**Records for this exercise**

* * *

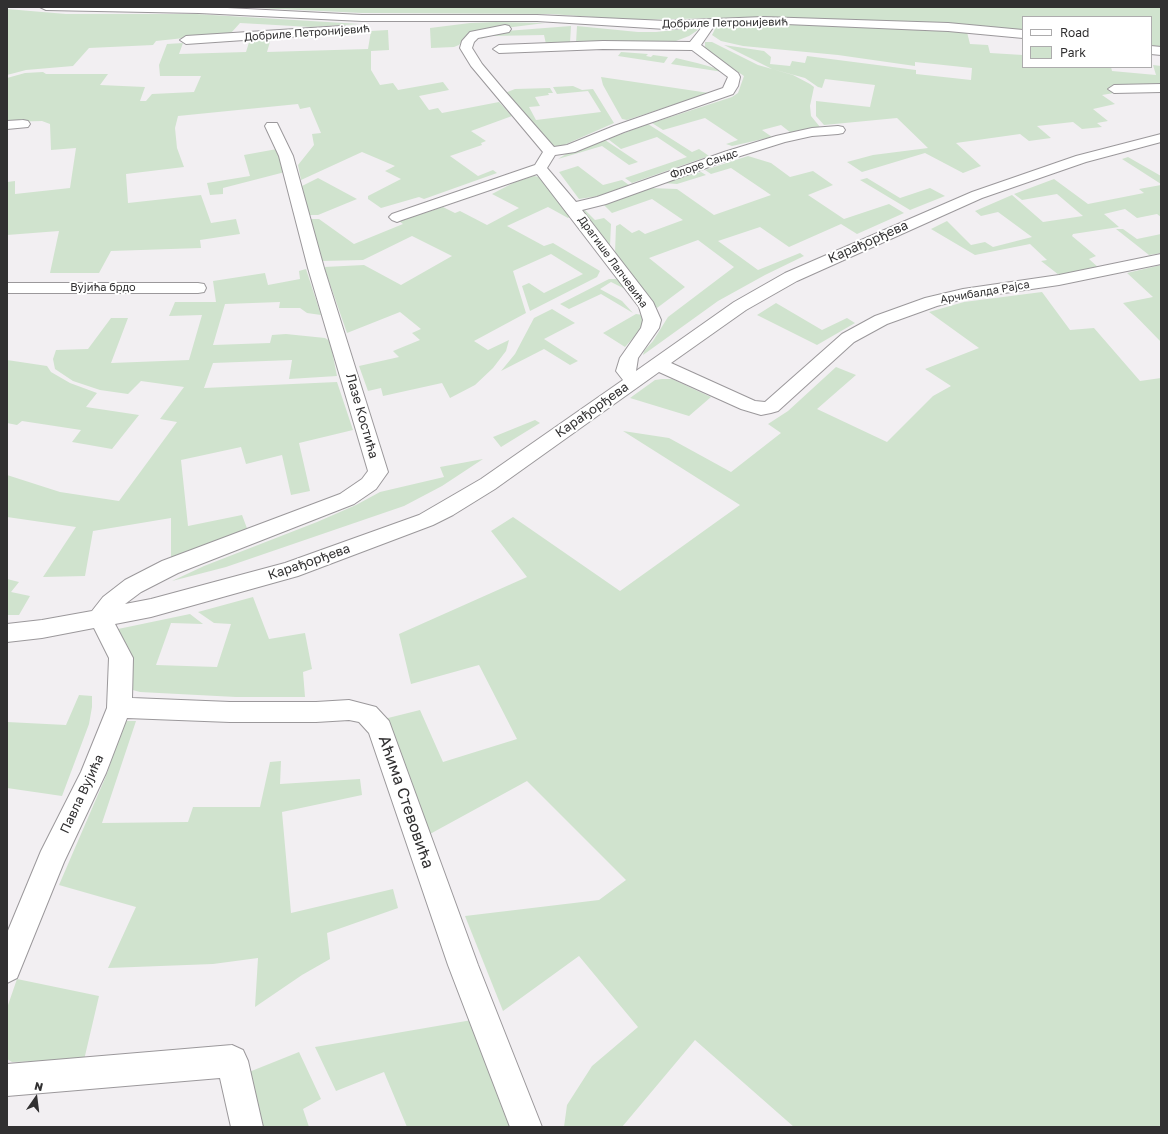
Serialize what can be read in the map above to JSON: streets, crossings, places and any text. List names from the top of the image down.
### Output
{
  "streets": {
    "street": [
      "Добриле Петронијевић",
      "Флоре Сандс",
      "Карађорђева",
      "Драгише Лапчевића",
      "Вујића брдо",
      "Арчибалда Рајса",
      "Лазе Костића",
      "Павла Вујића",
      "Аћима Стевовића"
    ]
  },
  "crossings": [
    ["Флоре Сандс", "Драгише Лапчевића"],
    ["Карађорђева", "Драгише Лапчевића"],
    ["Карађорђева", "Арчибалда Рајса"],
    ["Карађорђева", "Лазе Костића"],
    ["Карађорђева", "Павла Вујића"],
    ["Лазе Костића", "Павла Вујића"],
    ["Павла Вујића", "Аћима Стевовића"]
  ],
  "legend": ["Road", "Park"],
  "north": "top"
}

* * *

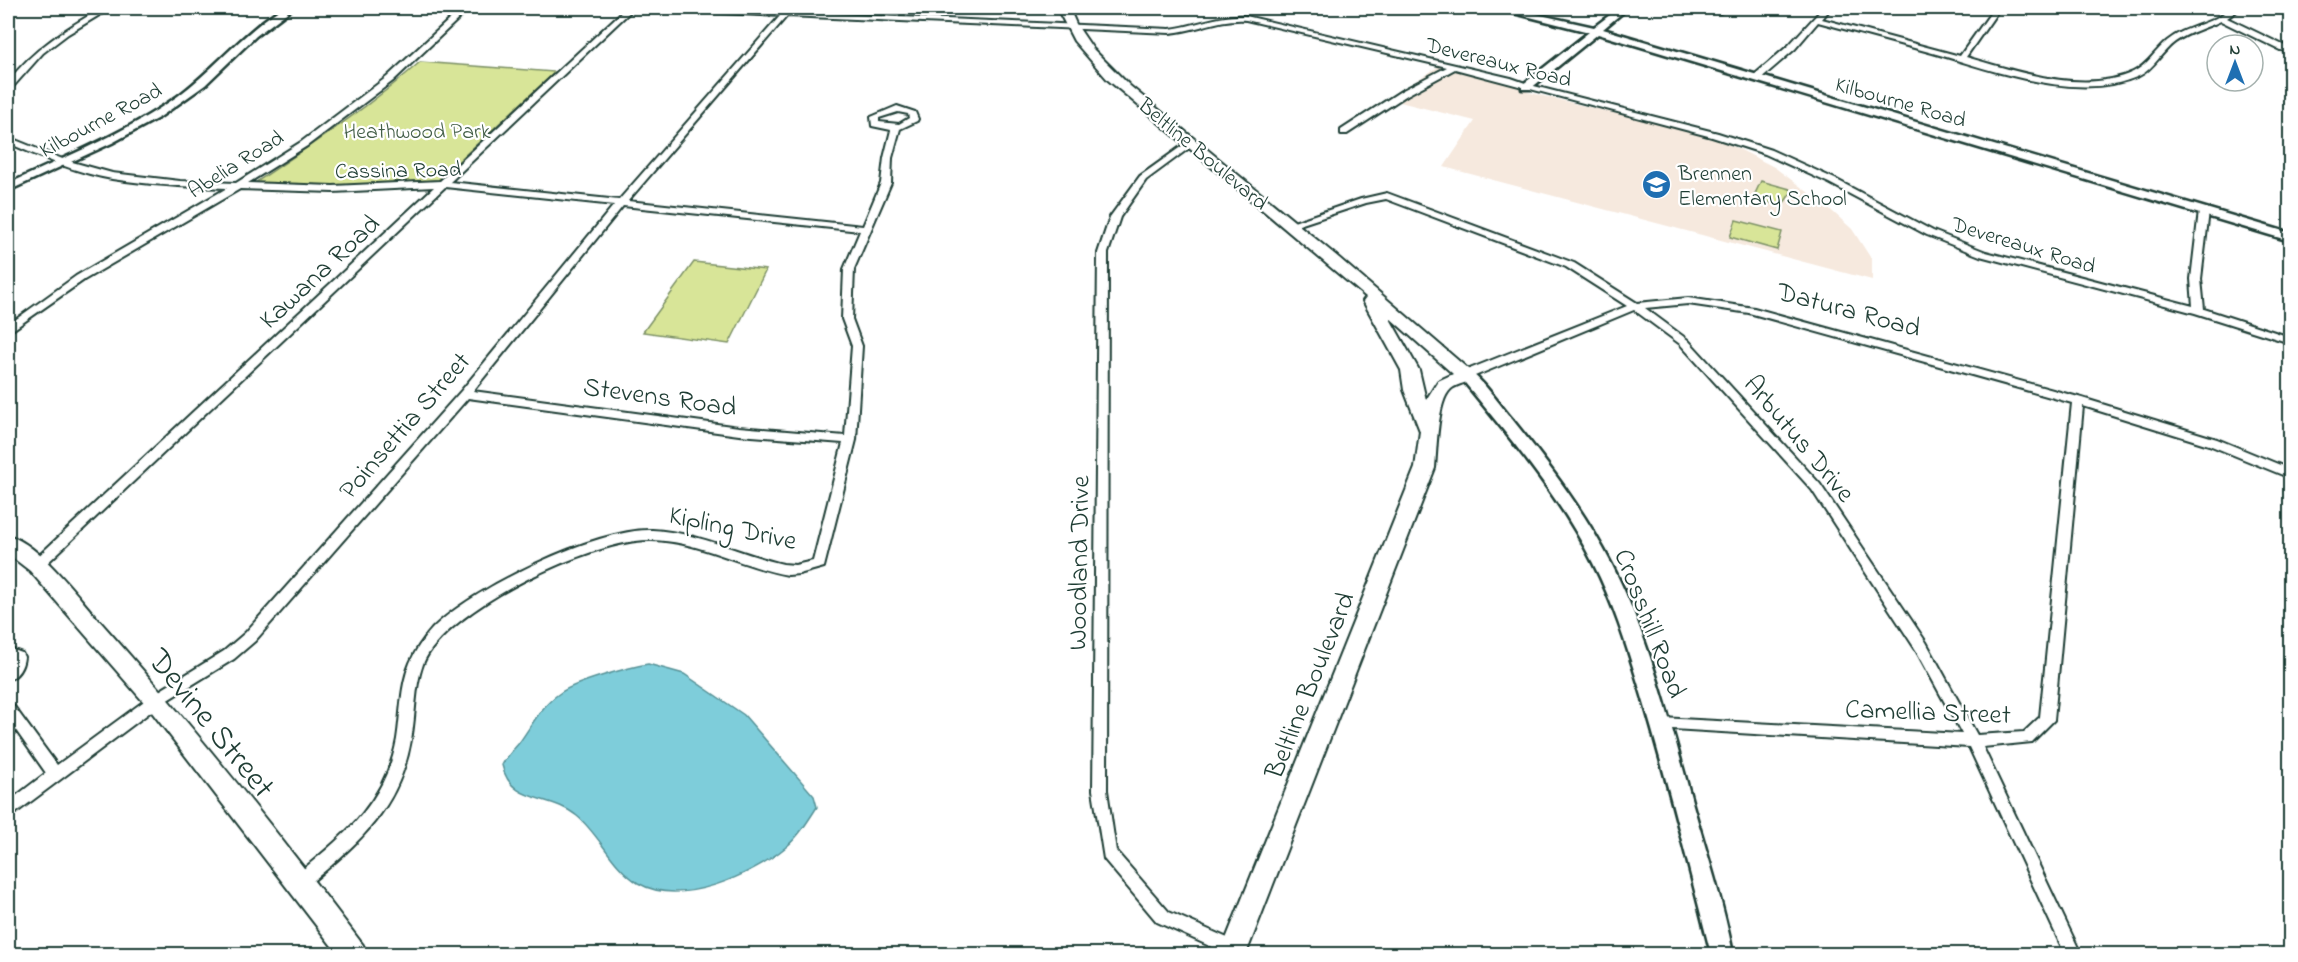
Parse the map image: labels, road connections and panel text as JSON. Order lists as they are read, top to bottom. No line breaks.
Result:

* * *

**Requirement**
Look through the records for the word "read". Every line that has it should be copied.

**Completed task**
Serialize what can be read in the map above to JSON: streets, crossings, places and any text. List names from the top of the image down.
Parse the map image: labels, road connections and panel text as JSON. Order lists as they are read, top to bottom. No line breaks.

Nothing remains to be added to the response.